(CNN) — Most people think pan pizza and they think of mega American pizza chains, but one family-run Italian pizzeria has been baking this classic for more than 60 years.
The base is a traditional Tuscan crust, inspired by the region where Lazzeri’s father grew up.
“The pan pizza has a very long leavening, in fact the dough is prepared already in the morning, it is spread in the pan and with the tomato sauce, it is left to levitate for many hours. This is how, once cooked in the old wood-burning oven, a crunchy, digestible and very tasty pizza remains,” the restaurant’s website explains.
“Usually, I like very thin pizza, but this is delicious, very creamy,” Tucci said after trying the dish.
Pizza al Padellino (Cast-Iron Pan Pizza)
Also known as Pizza al Tegamino
Look for 00 pizza flour, Manitoba 0 flour and type 1 flour at online baking or Italian specialty stores.
Makes 10 servings
600 grams | 5 cups 00 pizza flour, plus more for surface
300 grams | 2 1/2 cups Manitoba 0 flour
100 grams | 1 cup type 1 flour
30 grams | 1 tablespoon + 1 teaspoon sea salt
1/2 liter | 2 cups warm water
8 grams | 2.8 teaspoons brewer’s yeast
100 milliliters | 3.4 ounces extra-virgin olive oil, plus more for greasing pan
700 grams | 3 cups tomato puree or peeled tomatoes (70 grams | 1/3 cup per portion)
800 grams | 2 1/2 cups fresh mozzarella (well-drained) (80 grams | 1/4 cup per portion)
Extra-virgin olive oil to taste
Sea salt to taste
Artichokes, anchovies, olives, salami, ham, cherry tomatoes, onions, sausage
8-inch (20-centimeter) cast-iron (padellino) or aluminum (tegamino) pan
1. Preheat the oven to 200 degrees Celsius (400 degrees Fahrenheit).

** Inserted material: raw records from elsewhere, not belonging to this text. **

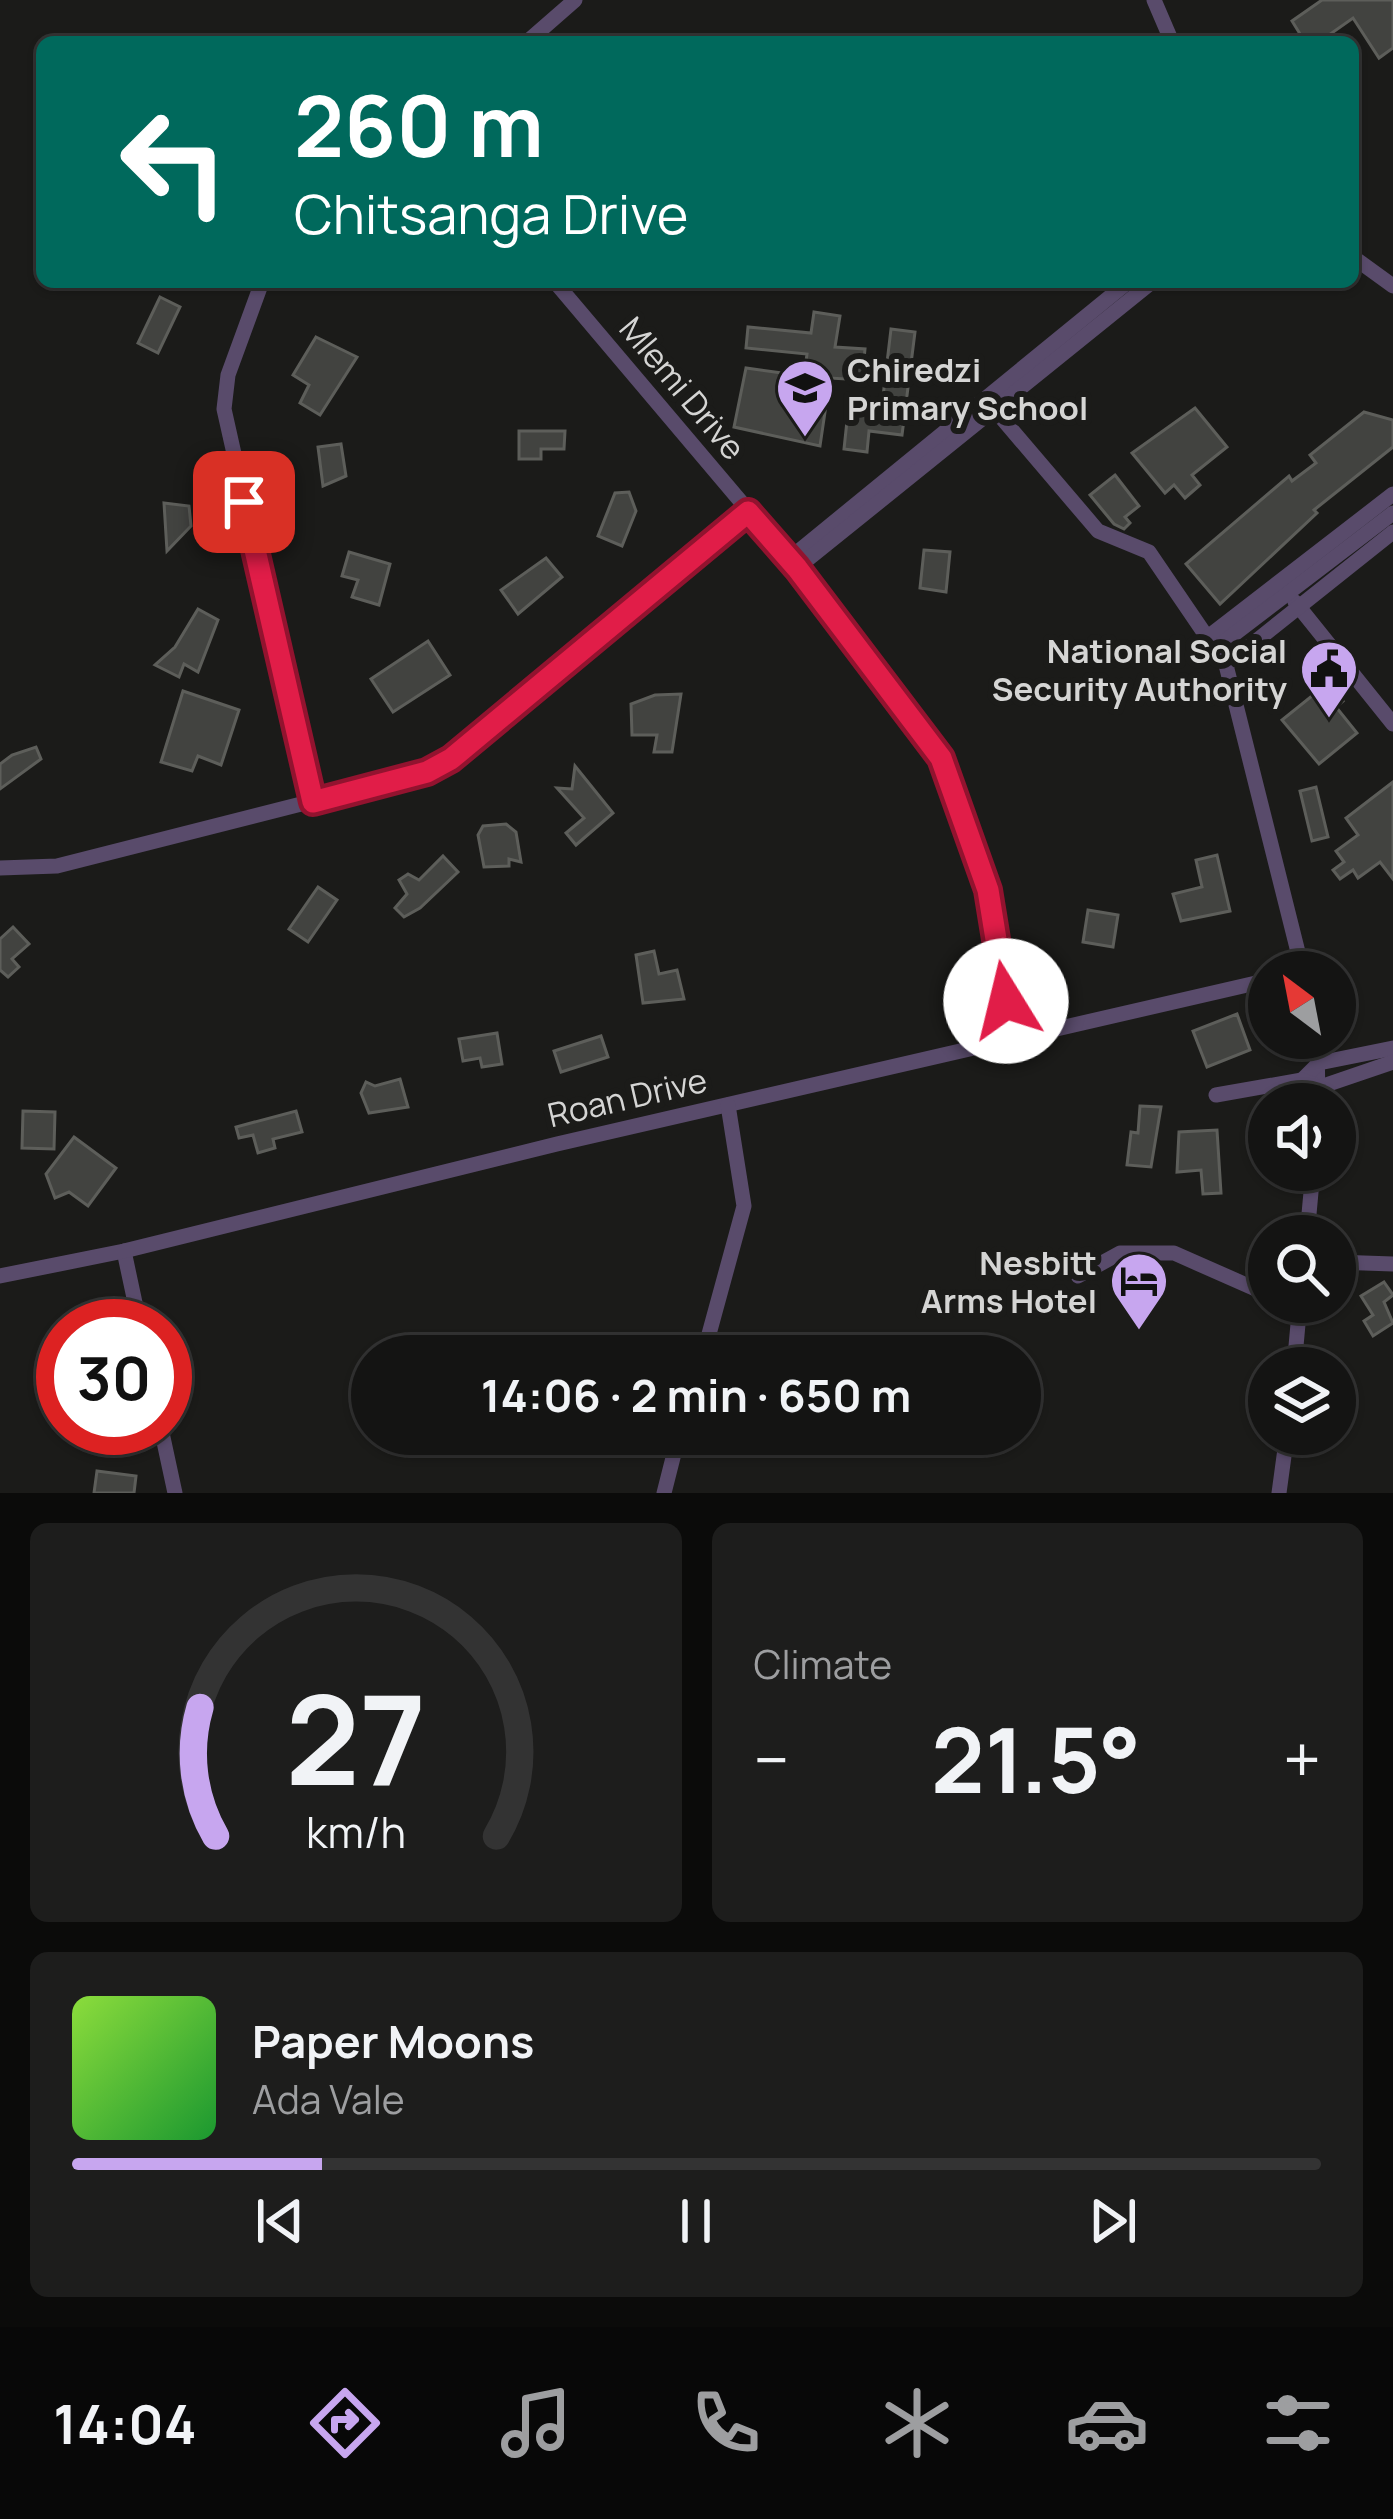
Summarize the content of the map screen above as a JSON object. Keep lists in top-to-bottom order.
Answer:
{
  "streets": {
    "street": ["Mlemi Drive", "Roan Drive"]
  },
  "crossings": [
    ["Mlemi Drive", "Roan Drive"]
  ],
  "places": {
    "school or university": ["Chiredzi Primary School"],
    "public building": ["National Social Security Authority"],
    "hotel": ["Nesbitt Arms Hotel"]
  },
  "north": "top left",
  "page": {
    "turn": ["260 m", "Chitsanga Drive"],
    "limit": "30",
    "trip": "14:06 · 2 min · 650 m",
    "tile": "Climate",
    "heat": ["−", "21.5°", "+"],
    "song": ["Paper Moons", "Ada Vale"],
    "tabs": "14:04",
    "gauge": ["27", "km/h"]
  }
}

Start by gradually adding the 3 types of flour to a bowl, mixing together a little at a time. Combine all flours and then transfer half of the flour mixture into a separate bowl. Next, add the salt to 375 milliliters (1 1/2 cups) warm water and stir to dissolve in a large bowl. In a separate bowl, dissolve the yeast in the remaining 125 milliliters (1/2 cup) warm water. Keep the bowls separate.
2. Add the saltwater to the first bowl of flour. Then, add the oil and dissolved yeast to the same bowl.
3. Add the remaining mixed flour from the other bowl slowly and knead so it is smooth and soft, 15 to 20 minutes. When the dough doesn’t stick to your hands, the dough is ready. Roll out the dough on a lightly floured surface, spreading it with your hands. Stretch a piece of dough and fold it in the middle, take another edge of the same dough and fold it in the middle. Continue in the same way until the loaf is smooth and compact, about 10 minutes.
4. Option 1: Once the dough is finished, grease the pan well with extra-virgin olive oil, both on the bottom and along the edges. Add 160 to 200 grams (3/4 to 1 cup) dough. Season with tomato sauce: Add 70 grams (1/3 cup) tomato puree, 80 grams (1/4 cup) mozzarella and season to taste with extra-virgin olive oil and salt. Let the dough rest for 6 to 8 hours (in the winter, it may take 8 to 10 hours) in a dry place and away from drafts. Do not let the dough be exposed to the air, so it won’t dry out.
5. Option 2: Alternatively, knead the dough until smooth and soft, 15 to 20 minutes (this depends on the outside temperature). Cover the bowl with plastic wrap and leave to rise for 6 to 8 hours. Once the loaf has risen and doubled in size, grease the pan well with extra-virgin olive oil, both on the bottom and along the edges. Divide the loaf into 160 to 200 grams (3/4 to 1 cup) dough and place the loaf into the small pan and stretch it out with your hands until it covers the entire pan surface. Season with tomato sauce: Add 70 grams (1/3 cup) tomato puree, 80 grams (1/4 cup) mozzarella and season to taste with extra-virgin olive oil and salt.
6. Add any toppings of your choice.
7. Place the pan on the central rack of the oven and cook the pizza al padellino until the dough is crispy and looks golden brown about 25 minutes. Serve while it’s still hot.